Overlook the drop portion- why are people not tracking their zero, or can not show their zero targets? “Here this target was initial, this target was a week later, this target 3 months later,”. Etc.
The Cold Bore Challenge is a perfect example of it. Look how many people questioned or found out their zero was off. And not being rude, look how many people missed at 400-450 yards. People can make whatever excuses they want, but people are missing a lot and part of that is their rifles aren’t zeroed or staying zeroed.
Agree with people being surprised at their own lack of awareness of their own actual results. But I think its the norm for people to not keep targets. No one I know keeps targets except the few who are REALLY into shooting. I dont keep targets, I keep notes.
Would it be easy for anyone to conduct a running zero check on the same target starting now to “put their money where their mouth is”? Something like: zero the gun at 100 yards and shoot a 10 round group, and keep the target. On the same sheet of paper paste or draw 2 circles just larger than the first group—I would go so far as to say the circles could be 1/2” larger diameter (1/4” per side) than the initial 10-round proof group to allow up to 1 moa-scope click (.25moa) allowance in any direction. Without touching turrets for any reason—no re-zeroing, this is a zero CHECK— on your next range session on a different day shoot one 5 round group at circle 2. Then next shooting day another 5 round group—again without re-zeroing—at the last clean circle. Thats 3 targets on 3 different days, a “proof” and 2 tests, that can realistically be done at any rifle range, on one 8 1/2 x 11” sheet of paper, with 1 box of ammo, that would show a scope holds the absolute most-basic zero under very light handling and travel to/from the range. Info including transport distance and conditions, if rifle was cleaned between groups, time between targets, etc. then you post your completed target and info. Any shot landing outside a circle is a FAIL, that scope did not hold even a loose zero under cupcake conditions (i.e. no drops or bumps, small group sizes, built-in allowance, etc).
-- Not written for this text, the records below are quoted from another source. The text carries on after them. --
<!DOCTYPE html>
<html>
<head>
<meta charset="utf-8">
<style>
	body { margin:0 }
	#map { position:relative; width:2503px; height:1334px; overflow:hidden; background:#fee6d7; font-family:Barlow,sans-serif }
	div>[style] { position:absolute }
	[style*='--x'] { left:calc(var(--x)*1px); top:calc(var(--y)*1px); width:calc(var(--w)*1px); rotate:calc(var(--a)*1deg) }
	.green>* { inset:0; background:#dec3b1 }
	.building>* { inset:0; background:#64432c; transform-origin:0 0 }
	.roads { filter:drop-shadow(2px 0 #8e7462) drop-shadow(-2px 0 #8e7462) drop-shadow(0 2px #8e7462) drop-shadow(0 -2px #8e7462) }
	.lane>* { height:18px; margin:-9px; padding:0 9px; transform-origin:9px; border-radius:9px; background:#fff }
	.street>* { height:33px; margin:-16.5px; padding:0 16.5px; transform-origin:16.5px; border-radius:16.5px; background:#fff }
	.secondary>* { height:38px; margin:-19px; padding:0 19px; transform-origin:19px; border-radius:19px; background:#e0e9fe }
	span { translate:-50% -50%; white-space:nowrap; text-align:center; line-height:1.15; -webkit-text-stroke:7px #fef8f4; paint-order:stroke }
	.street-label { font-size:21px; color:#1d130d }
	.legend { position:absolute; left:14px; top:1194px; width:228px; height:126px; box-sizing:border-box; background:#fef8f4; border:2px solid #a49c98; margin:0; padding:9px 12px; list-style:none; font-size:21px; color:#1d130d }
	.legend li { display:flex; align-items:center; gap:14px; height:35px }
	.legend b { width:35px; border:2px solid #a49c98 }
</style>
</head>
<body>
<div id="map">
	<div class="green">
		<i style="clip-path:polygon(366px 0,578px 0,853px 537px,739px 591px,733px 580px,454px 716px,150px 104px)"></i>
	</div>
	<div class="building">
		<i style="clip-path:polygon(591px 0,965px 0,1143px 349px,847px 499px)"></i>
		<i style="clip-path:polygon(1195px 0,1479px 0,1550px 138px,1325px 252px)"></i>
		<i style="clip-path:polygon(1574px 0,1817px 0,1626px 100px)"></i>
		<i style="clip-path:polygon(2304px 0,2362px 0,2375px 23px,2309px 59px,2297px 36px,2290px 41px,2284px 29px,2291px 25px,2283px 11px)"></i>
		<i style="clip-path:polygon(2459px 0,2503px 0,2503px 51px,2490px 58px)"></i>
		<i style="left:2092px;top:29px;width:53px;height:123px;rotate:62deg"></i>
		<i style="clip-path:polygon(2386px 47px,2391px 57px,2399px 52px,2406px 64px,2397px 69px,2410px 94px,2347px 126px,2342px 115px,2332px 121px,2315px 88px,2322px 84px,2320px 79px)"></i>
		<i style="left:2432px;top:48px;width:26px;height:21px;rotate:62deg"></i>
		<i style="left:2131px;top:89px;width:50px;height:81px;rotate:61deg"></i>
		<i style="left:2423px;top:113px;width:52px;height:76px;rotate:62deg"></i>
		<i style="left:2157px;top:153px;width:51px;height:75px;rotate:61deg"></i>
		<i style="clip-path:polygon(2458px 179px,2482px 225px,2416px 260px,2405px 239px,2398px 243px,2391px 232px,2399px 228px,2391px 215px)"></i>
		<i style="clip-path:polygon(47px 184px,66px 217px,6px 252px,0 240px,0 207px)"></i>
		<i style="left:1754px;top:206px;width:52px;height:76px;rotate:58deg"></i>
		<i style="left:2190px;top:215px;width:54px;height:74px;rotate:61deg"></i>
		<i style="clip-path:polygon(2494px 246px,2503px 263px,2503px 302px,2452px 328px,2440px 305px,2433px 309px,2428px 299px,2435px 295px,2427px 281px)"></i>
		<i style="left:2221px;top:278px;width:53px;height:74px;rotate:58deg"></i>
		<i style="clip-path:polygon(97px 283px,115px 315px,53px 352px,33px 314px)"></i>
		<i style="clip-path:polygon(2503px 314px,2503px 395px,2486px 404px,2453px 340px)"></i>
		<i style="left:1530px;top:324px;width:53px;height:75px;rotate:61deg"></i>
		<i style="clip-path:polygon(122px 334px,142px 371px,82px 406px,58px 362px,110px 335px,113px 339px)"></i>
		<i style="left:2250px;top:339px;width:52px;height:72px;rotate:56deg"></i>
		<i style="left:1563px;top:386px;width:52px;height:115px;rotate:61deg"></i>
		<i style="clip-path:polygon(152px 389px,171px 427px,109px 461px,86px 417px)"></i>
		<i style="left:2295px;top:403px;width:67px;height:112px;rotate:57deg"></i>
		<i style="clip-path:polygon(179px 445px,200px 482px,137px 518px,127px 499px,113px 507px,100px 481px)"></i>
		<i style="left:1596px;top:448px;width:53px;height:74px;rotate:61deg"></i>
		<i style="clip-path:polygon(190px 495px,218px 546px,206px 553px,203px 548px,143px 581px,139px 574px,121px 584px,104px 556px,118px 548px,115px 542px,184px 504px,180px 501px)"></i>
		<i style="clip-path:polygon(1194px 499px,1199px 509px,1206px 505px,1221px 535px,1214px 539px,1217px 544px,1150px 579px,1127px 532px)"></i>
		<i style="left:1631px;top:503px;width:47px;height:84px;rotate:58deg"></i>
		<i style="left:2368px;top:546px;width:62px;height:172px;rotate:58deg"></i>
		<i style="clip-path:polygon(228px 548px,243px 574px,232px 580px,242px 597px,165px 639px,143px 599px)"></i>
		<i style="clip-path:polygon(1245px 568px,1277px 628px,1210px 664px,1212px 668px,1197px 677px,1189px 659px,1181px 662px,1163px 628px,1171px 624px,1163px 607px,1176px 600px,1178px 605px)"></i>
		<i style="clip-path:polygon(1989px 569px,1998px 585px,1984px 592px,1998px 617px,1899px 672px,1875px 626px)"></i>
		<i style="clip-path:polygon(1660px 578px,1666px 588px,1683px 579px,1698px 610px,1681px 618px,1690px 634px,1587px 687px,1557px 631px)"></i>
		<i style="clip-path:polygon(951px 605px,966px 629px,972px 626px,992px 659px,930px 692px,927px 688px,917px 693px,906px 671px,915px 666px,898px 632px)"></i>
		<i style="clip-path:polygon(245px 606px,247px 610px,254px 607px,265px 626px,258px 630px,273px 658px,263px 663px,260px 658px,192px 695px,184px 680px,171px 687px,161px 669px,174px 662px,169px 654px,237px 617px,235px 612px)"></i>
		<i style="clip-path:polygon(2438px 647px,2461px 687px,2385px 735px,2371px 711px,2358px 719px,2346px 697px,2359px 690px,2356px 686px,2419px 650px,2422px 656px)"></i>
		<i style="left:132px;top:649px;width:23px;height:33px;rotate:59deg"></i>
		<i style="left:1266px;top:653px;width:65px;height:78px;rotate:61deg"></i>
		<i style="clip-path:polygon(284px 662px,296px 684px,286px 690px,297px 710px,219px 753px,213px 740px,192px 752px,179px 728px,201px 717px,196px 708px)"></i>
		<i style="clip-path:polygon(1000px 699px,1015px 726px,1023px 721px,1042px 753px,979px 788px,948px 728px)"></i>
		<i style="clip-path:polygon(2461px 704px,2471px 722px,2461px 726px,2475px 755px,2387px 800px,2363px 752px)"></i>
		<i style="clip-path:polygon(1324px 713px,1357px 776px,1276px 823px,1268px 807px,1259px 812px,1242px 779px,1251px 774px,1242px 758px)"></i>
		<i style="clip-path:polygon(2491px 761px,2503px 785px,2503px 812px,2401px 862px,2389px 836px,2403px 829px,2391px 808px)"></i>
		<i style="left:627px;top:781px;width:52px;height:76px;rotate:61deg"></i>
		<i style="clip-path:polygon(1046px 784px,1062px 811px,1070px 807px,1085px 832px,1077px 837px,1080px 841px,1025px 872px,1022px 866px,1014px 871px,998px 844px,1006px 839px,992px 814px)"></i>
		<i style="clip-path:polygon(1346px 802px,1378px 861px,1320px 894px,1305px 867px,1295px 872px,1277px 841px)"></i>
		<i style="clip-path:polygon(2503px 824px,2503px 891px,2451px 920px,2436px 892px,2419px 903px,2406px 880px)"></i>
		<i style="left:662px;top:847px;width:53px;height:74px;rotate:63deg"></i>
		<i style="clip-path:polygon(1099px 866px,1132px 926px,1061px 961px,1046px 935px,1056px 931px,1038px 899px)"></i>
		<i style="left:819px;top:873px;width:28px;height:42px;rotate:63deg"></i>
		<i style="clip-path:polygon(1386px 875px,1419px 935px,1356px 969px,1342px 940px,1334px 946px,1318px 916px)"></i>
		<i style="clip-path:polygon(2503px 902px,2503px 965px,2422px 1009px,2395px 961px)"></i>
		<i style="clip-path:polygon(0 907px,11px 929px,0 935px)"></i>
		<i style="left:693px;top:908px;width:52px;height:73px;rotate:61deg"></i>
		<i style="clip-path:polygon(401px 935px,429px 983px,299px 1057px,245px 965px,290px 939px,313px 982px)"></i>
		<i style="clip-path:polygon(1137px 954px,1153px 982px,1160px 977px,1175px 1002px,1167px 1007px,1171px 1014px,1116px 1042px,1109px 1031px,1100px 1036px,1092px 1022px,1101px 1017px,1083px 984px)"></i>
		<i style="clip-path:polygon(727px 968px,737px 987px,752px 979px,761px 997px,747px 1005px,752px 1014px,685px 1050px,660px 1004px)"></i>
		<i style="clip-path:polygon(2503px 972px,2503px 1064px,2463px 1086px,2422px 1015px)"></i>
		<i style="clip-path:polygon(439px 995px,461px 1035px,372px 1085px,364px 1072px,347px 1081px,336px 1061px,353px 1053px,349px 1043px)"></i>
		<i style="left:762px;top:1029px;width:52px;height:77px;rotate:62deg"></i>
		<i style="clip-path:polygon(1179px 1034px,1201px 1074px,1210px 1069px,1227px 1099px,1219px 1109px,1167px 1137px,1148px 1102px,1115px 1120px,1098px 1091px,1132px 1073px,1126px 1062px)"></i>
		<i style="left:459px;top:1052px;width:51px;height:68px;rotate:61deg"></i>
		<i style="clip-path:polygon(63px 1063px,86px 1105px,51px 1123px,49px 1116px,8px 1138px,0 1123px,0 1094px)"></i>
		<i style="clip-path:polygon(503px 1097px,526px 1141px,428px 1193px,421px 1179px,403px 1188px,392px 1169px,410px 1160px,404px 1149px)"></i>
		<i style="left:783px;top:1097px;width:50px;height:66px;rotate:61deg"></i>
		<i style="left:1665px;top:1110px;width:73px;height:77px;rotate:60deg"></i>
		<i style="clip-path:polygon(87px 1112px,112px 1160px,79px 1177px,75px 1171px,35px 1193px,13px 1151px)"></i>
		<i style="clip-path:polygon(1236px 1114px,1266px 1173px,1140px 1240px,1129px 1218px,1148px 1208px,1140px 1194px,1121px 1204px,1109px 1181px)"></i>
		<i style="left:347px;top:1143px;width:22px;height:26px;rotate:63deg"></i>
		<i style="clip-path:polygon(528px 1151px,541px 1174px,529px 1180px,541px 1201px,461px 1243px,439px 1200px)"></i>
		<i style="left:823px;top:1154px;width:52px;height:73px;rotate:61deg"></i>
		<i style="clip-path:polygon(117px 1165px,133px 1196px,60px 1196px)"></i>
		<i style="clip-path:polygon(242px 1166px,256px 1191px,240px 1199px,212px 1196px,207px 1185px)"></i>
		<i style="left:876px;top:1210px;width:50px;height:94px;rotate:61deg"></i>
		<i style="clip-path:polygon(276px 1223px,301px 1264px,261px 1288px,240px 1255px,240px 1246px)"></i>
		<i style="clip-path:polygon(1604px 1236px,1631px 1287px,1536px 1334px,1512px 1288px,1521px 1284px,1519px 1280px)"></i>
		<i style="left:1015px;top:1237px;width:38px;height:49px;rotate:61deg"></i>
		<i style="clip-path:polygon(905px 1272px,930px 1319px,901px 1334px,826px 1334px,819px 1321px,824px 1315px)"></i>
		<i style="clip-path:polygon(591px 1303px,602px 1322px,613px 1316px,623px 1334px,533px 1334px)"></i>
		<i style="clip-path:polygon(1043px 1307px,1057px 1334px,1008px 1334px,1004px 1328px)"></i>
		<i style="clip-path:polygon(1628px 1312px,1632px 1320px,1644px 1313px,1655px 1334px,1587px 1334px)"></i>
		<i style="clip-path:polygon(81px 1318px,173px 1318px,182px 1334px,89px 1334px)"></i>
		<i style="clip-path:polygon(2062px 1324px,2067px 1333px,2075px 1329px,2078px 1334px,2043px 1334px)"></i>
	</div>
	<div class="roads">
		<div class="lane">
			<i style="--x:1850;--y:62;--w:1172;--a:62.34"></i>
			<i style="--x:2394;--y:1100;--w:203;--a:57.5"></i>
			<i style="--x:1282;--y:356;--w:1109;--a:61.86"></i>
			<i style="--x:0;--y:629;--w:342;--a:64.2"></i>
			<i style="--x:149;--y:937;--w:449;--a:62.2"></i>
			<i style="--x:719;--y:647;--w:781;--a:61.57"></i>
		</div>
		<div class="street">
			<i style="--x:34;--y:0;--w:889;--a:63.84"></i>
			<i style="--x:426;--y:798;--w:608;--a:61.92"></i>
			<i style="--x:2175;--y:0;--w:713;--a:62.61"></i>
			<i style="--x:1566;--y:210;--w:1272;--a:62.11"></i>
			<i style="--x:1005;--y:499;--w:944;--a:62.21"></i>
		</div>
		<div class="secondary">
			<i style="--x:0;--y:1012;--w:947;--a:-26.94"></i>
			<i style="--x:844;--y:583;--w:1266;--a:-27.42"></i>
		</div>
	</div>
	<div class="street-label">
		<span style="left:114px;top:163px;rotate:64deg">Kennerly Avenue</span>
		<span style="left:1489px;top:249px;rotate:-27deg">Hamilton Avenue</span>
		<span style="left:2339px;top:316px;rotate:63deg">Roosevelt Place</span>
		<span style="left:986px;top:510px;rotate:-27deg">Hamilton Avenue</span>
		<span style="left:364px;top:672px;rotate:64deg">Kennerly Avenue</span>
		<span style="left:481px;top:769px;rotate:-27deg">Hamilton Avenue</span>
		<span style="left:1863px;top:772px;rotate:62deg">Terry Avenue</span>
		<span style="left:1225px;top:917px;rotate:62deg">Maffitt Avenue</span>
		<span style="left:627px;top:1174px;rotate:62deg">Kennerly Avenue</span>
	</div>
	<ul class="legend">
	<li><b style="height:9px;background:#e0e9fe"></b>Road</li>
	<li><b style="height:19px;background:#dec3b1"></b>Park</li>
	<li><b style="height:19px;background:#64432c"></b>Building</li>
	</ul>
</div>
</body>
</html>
It’s really not challenging at all, but I call it the “leupold zero challenge”.

I’m betting many wont pass. But I’d love to be proven wrong.
The problem with this^^ is it doesnt compare to a proof group from a known-good scope, so if scope error is captured in the initial proof group, but there is a similar amount of error in each group, it wont show up and a bad scope could pass. If anyone has a better way to easily show this throw it out there.